El futuro de la humanidad depende de un cambio de cosmovisión, desde la actual desarrollista a una orgánica. El cosmos no es como Descartes lo imaginaba: una gran máquina accionada por un ser supremo. La vida, por el contrario, progresa en aquellas situaciones en las que se mantiene un equilibrio, siempre dinámico, entre fuerzas antagónicas: bondad y maldad, orden y caos, certezas e incertidumbres, etc…Necesitamos un cambio en nuestro pensamiento, un nuevo método como el descrito por el gran pensador Edgar Morin. El hombre, a diferencia de otros animales, tiene capacidad de actuar para minimizar los efectos de la entropía natural del cosmos. A través de la organización se puede restablecer el orden; avanzar en la determinación de algunas certezas a partir de la filosofía y la ciencia; reducir las desigualdades entre los hombres mediante la educación, la política y la economía; y así en múltiples planos de nuestra compleja existencia.
Reestablecer el equilibrio, a través de una organización más justa, tendría que ser la prioridad de la gran comunidad de los seres humanos.
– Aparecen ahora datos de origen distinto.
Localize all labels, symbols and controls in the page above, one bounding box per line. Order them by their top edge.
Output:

Este equilibrio tiene que comenzar con nuestro propio papel como especie animal en la tierra. Tenemos que pasar de seres parasitarios a simbióticos, aunque para ello debamos redimensionar nuestro volumen poblacional. Nuestra distribución en el planeta merece igualmente una profunda reflexión.
A escala planetaria estamos obligados a proyectar con la naturaleza, tal y como expuesto Ian McHarg y no contra ella. Ciertos lugares del planeta, como la selva amazónica o la sábana africana tendrían que quedar al margen de los “intereses” y de la masiva presencia humana. Mientras que otras zonas, más proclives al desarrollo del hombre como especie, tendrían que ser ocupadas de manera racional. Nuestro hábitat puramente humano, la ciudad, tendría que armonizarse con la naturaleza, respetando sus principales contornos.
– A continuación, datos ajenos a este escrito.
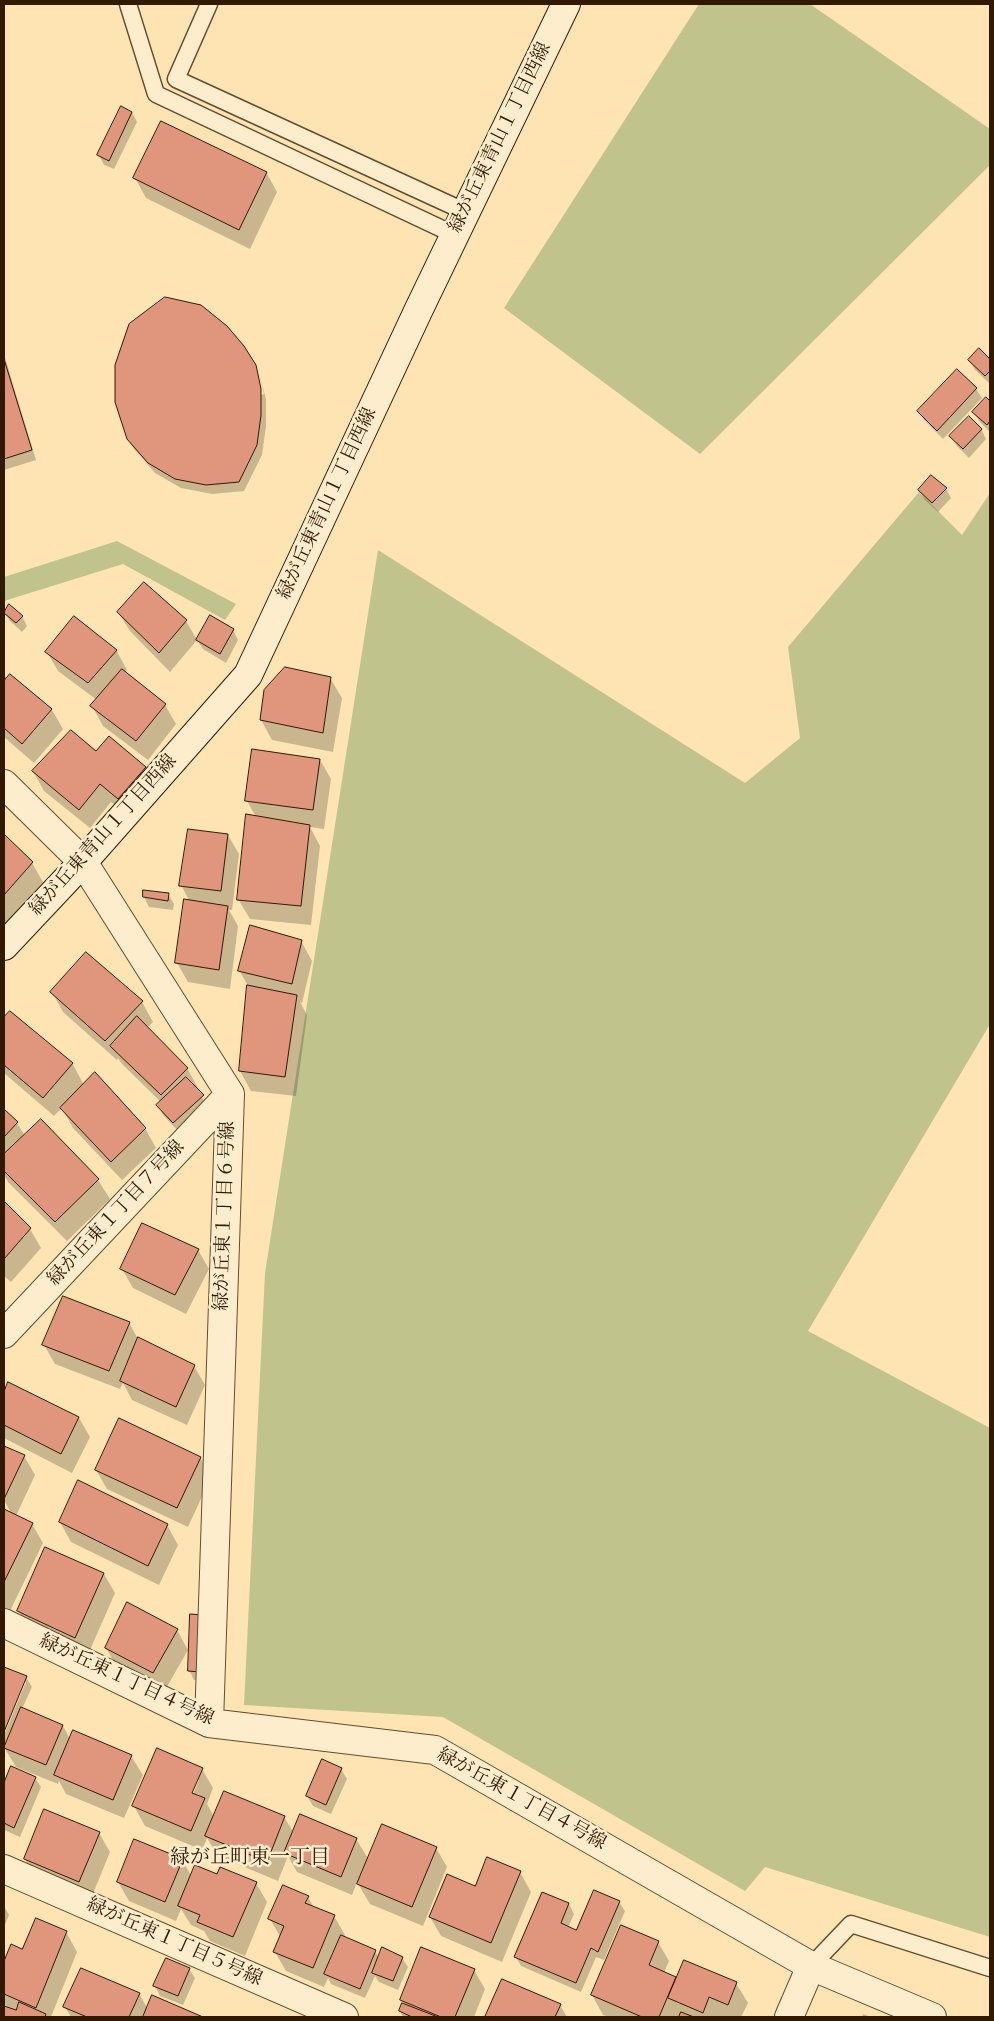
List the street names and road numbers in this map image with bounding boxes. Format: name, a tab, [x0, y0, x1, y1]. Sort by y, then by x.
street label: 緑が丘東青山１丁目西線	[445, 39, 557, 237]
street label: 緑が丘東青山１丁目西線	[274, 404, 382, 604]
street label: 緑が丘東青山１丁目西線	[26, 751, 182, 921]
street label: 緑が丘東１丁目６号線	[211, 1121, 241, 1311]
street label: 緑が丘東１丁目７号線	[44, 1137, 190, 1291]
street label: 緑が丘東１丁目４号線	[35, 1631, 217, 1731]
street label: 緑が丘東１丁目４号線	[432, 1744, 610, 1856]
street label: 緑が丘東１丁目５号線	[83, 1894, 265, 1992]

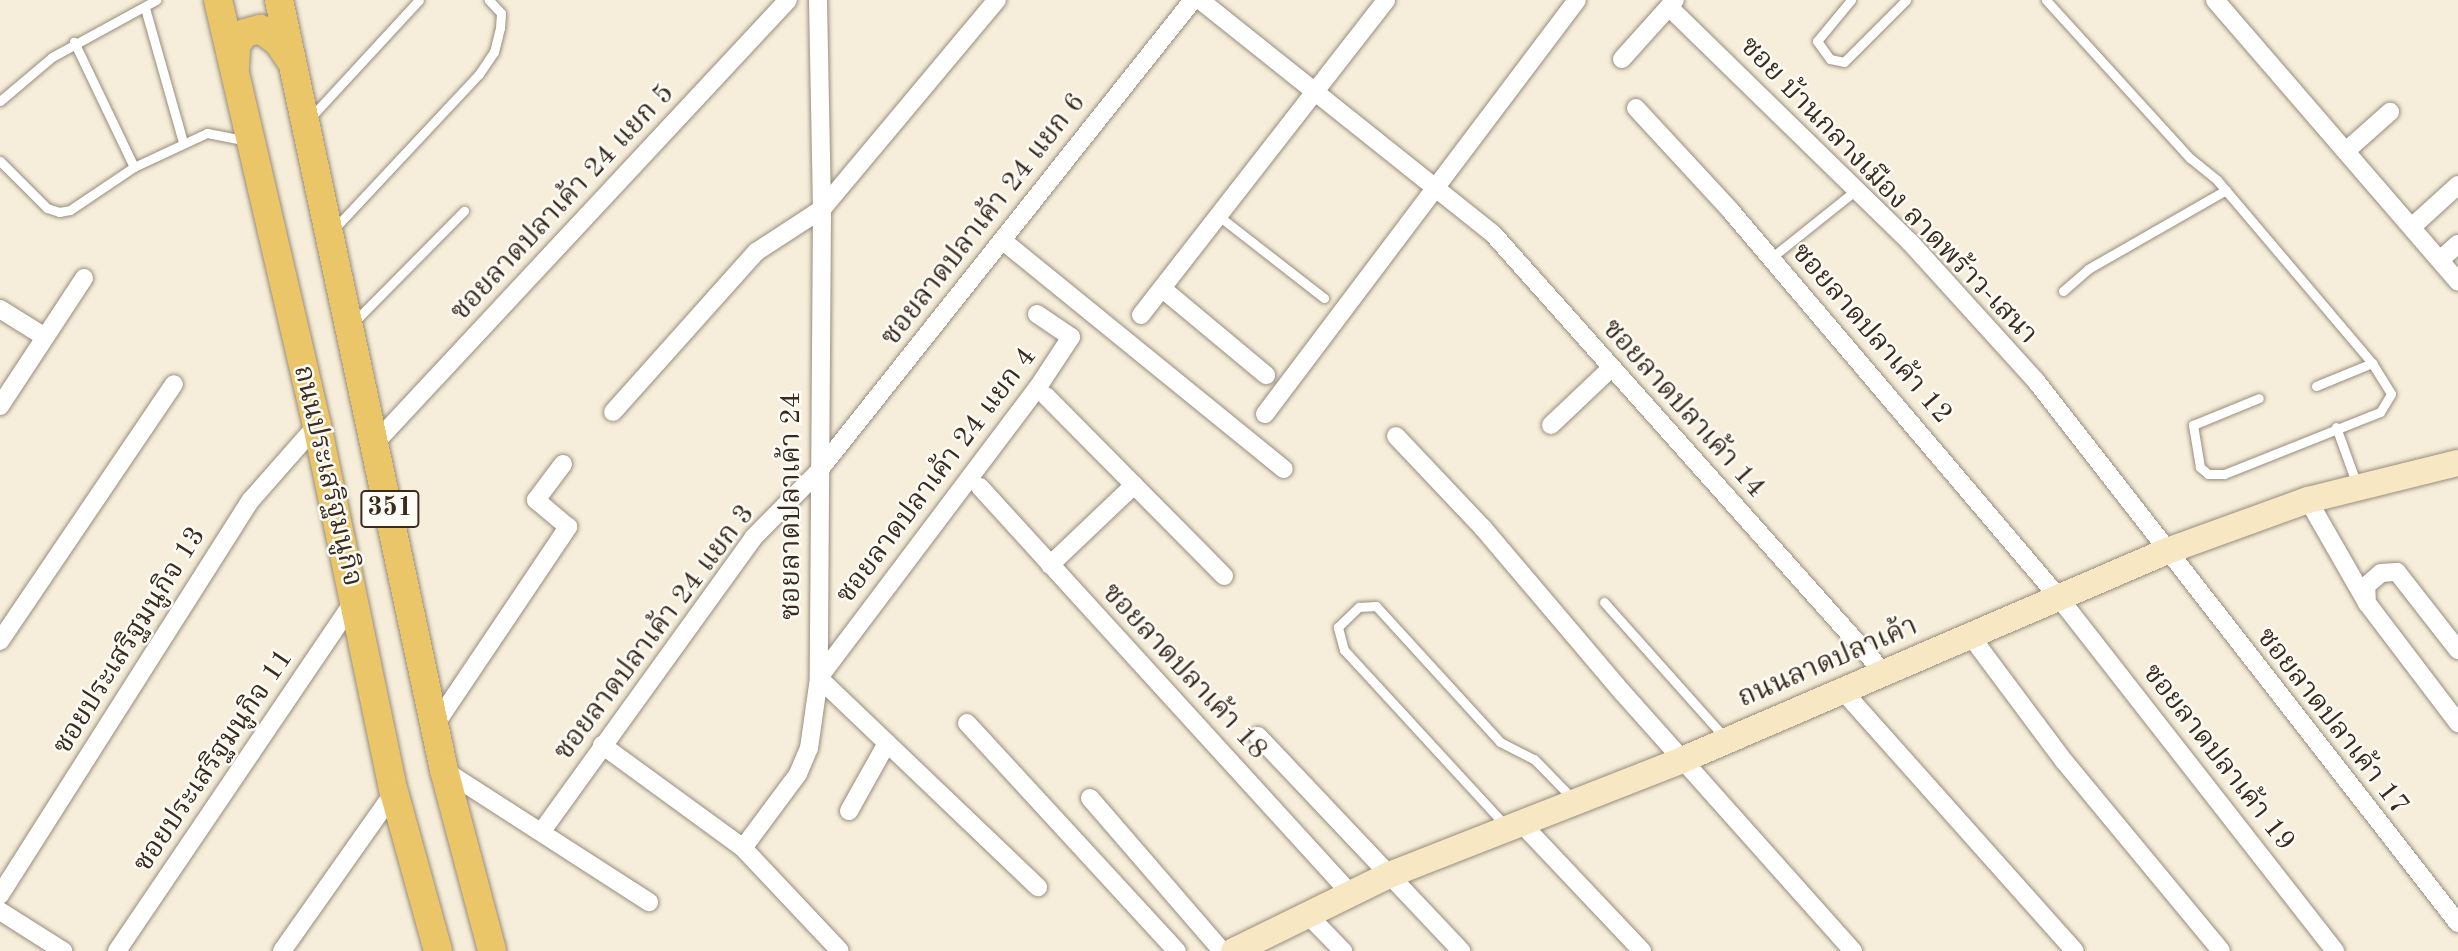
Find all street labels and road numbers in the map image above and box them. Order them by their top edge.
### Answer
street label: ซอย บ้านกลางเมือง ลาดพร้าว-เสนา [1732,30,2044,352]
street label: ซอยลาดปลาเค้า 24 แยก 5 [444,77,682,329]
street label: ซอยลาดปลาเค้า 24 แยก 6 [875,87,1093,353]
street label: ซอยลาดปลาเค้า 12 [1783,237,1959,431]
street label: ซอยลาดปลาเค้า 14 [1594,313,1772,505]
street label: ซอยลาดปลาเค้า 24 แยก 4 [830,341,1044,611]
street label: ถนนประเสริฐมนูกิจ [285,362,369,590]
street label: ซอยลาดปลาเค้า 24 [775,392,809,620]
road number: 351 [360,486,420,531]
street label: ซอยลาดปลาเค้า 24 แยก 3 [548,498,762,768]
street label: ซอยประเสริฐมนูกิจ 13 [46,521,214,761]
street label: ซอยลาดปลาเค้า 18 [1094,577,1274,767]
street label: ถนนลาดปลาเค้า [1733,610,1923,716]
street label: ซอยลาดปลาเค้า 17 [2249,622,2415,822]
street label: ซอยประเสริฐมนูกิจ 11 [127,643,301,879]
street label: ซอยลาดปลาเค้า 19 [2135,658,2301,858]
Una de las necesidades fundamentales para la supervivencia de la humanidad y de la tierra-madre es reestablecer el equilibrio entre el campo y la ciudad, que fue posible en periodos de la historia universal tan denostados como el periodo medieval. No tiene que extrañarnos, por tanto, que a los herederos naturales del humanismo y el romanticismo, los grupos conservacionistas y ecologistas, se nos acuse de querer volver a la edad media. La dicotomía entre campo y ciudad, como dos realidades incompatibles, es una falacia ideada por los adoradores del “progreso”.
Como señaló Benton McKaye, colaborador en muchas iniciativas de Mumford, “la naturaleza virgen, lo rural y lo urbano son todos ambientes necesarios para el desarrollo completo de la persona humana. Consecuentemente, un programa regionalista tiene que incorporar los tres elementos: la preservación de la naturaleza intocada, la restauración de un paisaje estable, y la salvación de la verdadera ciudad” (extraído de Ramachandra Guha).
En pocos lugares de nuestro país y de Europa, como en Ceuta, se puede observar con más nitidez la oposición no-dialéctica entre el “progresismo”, con su consustancial negativa al establecimiento de cualquier tipo de límite (urbanístico y poblacional); y el organicismo que algunos nos empeñamos en defender, basado en la búsqueda de un equilibrio entre población y biocapacidad del territorio que permita una vida plena y satisfactoria a los habitantes de Ceuta. Mientras que el combate se libra, con grave desigualdad de poder entre ambos bandos, la ciudad se esfuma ante nuestros ojos (cual ciudad ideada por el genial Italo Calvino en sus “ciudades invisibles”), ante la pasividad de una sociedad adormecida, pasiva y conformista.